WORK TASK:
Each record must appear in the answer exactly as it does in the data.

:: GIVEN INFORMATION

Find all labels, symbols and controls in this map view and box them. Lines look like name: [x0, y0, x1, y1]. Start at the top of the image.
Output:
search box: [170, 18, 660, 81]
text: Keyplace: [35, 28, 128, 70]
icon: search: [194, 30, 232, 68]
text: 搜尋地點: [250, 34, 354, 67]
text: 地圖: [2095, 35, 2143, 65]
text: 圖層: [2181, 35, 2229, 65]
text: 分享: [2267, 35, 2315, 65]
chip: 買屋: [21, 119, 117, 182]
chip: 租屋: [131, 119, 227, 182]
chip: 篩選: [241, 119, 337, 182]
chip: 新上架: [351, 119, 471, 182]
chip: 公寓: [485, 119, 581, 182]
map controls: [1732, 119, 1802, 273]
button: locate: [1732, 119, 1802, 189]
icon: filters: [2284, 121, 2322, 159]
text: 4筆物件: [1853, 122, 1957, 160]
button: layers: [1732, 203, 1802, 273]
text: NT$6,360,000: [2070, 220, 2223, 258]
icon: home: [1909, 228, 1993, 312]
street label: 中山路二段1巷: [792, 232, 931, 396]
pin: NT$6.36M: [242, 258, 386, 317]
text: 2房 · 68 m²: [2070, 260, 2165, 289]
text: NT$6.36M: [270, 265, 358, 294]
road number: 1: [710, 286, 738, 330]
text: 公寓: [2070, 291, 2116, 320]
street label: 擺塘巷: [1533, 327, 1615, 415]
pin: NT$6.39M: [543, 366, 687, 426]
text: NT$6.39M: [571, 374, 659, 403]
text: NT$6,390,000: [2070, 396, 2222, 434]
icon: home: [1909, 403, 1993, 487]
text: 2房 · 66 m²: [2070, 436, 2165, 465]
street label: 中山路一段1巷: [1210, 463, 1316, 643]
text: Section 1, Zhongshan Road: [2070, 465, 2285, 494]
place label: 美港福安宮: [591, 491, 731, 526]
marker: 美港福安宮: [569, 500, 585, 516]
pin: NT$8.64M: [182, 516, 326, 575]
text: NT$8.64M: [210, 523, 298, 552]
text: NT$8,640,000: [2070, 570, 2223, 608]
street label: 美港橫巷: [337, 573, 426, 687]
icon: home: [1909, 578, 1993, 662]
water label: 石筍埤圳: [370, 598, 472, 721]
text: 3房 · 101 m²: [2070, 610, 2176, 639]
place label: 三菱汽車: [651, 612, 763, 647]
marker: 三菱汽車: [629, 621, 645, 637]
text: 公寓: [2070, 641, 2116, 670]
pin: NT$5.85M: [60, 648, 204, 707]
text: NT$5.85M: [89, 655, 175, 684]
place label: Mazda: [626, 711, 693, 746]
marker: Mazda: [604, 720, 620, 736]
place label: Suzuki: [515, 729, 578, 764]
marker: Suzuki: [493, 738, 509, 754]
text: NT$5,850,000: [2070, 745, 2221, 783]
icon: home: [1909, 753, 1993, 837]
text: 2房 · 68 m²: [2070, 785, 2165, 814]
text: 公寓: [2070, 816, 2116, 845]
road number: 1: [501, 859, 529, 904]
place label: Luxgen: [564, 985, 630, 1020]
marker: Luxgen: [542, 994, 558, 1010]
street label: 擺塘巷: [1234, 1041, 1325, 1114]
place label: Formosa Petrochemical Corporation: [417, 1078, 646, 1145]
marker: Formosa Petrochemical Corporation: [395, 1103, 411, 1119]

::::

ANSWER SECTION:
Find all labels, symbols and controls in this map view and box them. Lines look like name: [x0, y0, x1, y1]. Start at the top of the image.
Output:
search box: [170, 18, 660, 81]
text: Keyplace: [35, 28, 128, 70]
icon: search: [194, 30, 232, 68]
text: 搜尋地點: [250, 34, 354, 67]
text: 地圖: [2095, 35, 2143, 65]
text: 圖層: [2181, 35, 2229, 65]
text: 分享: [2267, 35, 2315, 65]
chip: 買屋: [21, 119, 117, 182]
chip: 租屋: [131, 119, 227, 182]
chip: 篩選: [241, 119, 337, 182]
chip: 新上架: [351, 119, 471, 182]
chip: 公寓: [485, 119, 581, 182]
map controls: [1732, 119, 1802, 273]
button: locate: [1732, 119, 1802, 189]
icon: filters: [2284, 121, 2322, 159]
text: 4筆物件: [1853, 122, 1957, 160]
button: layers: [1732, 203, 1802, 273]
text: NT$6,360,000: [2070, 220, 2223, 258]
icon: home: [1909, 228, 1993, 312]
street label: 中山路二段1巷: [792, 232, 931, 396]
pin: NT$6.36M: [242, 258, 386, 317]
text: 2房 · 68 m²: [2070, 260, 2165, 289]
text: NT$6.36M: [270, 265, 358, 294]
road number: 1: [710, 286, 738, 330]
text: 公寓: [2070, 291, 2116, 320]
street label: 擺塘巷: [1533, 327, 1615, 415]
pin: NT$6.39M: [543, 366, 687, 426]
text: NT$6.39M: [571, 374, 659, 403]
text: NT$6,390,000: [2070, 396, 2222, 434]
icon: home: [1909, 403, 1993, 487]
text: 2房 · 66 m²: [2070, 436, 2165, 465]
street label: 中山路一段1巷: [1210, 463, 1316, 643]
text: Section 1, Zhongshan Road: [2070, 465, 2285, 494]
place label: 美港福安宮: [591, 491, 731, 526]
marker: 美港福安宮: [569, 500, 585, 516]
pin: NT$8.64M: [182, 516, 326, 575]
text: NT$8.64M: [210, 523, 298, 552]
text: NT$8,640,000: [2070, 570, 2223, 608]
street label: 美港橫巷: [337, 573, 426, 687]
icon: home: [1909, 578, 1993, 662]
water label: 石筍埤圳: [370, 598, 472, 721]
text: 3房 · 101 m²: [2070, 610, 2176, 639]
place label: 三菱汽車: [651, 612, 763, 647]
marker: 三菱汽車: [629, 621, 645, 637]
text: 公寓: [2070, 641, 2116, 670]
pin: NT$5.85M: [60, 648, 204, 707]
text: NT$5.85M: [89, 655, 175, 684]
place label: Mazda: [626, 711, 693, 746]
marker: Mazda: [604, 720, 620, 736]
place label: Suzuki: [515, 729, 578, 764]
marker: Suzuki: [493, 738, 509, 754]
text: NT$5,850,000: [2070, 745, 2221, 783]
icon: home: [1909, 753, 1993, 837]
text: 2房 · 68 m²: [2070, 785, 2165, 814]
text: 公寓: [2070, 816, 2116, 845]
road number: 1: [501, 859, 529, 904]
place label: Luxgen: [564, 985, 630, 1020]
marker: Luxgen: [542, 994, 558, 1010]
street label: 擺塘巷: [1234, 1041, 1325, 1114]
place label: Formosa Petrochemical Corporation: [417, 1078, 646, 1145]
marker: Formosa Petrochemical Corporation: [395, 1103, 411, 1119]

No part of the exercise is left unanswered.